───── Data records

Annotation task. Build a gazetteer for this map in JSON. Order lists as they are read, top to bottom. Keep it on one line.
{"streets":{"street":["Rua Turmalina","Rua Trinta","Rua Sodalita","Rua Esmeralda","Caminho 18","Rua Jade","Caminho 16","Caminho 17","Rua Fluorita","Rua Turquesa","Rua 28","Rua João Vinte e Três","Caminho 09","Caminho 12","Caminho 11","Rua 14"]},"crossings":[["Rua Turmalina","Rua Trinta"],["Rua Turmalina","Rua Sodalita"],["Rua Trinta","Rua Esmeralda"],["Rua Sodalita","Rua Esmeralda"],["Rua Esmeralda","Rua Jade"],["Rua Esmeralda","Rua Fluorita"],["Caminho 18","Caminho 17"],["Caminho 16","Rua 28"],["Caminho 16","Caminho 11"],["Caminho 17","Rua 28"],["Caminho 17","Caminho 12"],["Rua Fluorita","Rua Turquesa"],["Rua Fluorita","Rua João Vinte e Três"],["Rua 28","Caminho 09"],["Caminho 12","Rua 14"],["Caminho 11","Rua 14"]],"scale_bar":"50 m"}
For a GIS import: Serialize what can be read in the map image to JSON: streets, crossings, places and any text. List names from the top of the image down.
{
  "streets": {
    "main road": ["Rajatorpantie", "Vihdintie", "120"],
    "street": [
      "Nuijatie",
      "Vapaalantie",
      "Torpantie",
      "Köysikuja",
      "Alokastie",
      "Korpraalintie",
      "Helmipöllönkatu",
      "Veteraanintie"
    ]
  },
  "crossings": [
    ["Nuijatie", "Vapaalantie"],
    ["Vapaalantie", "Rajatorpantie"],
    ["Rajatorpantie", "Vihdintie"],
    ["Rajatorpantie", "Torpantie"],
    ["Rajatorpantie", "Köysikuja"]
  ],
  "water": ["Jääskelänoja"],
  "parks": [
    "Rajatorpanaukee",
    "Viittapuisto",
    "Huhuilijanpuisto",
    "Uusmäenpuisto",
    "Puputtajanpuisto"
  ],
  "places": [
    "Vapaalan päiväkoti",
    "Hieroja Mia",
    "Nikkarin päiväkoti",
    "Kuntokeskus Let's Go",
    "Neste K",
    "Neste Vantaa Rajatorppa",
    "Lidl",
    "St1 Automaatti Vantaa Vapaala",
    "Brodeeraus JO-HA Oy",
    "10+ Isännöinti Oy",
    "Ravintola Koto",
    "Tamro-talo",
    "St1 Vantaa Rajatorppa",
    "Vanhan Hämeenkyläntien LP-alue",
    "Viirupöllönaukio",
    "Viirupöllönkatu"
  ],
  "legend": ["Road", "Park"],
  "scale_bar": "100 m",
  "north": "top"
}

──────────

**The problem**
Locate all lines in the listing above with the word "Vantaa" and copy them.

**Task output**
    "Neste Vantaa Rajatorppa",
    "St1 Automaatti Vantaa Vapaala",
    "St1 Vantaa Rajatorppa",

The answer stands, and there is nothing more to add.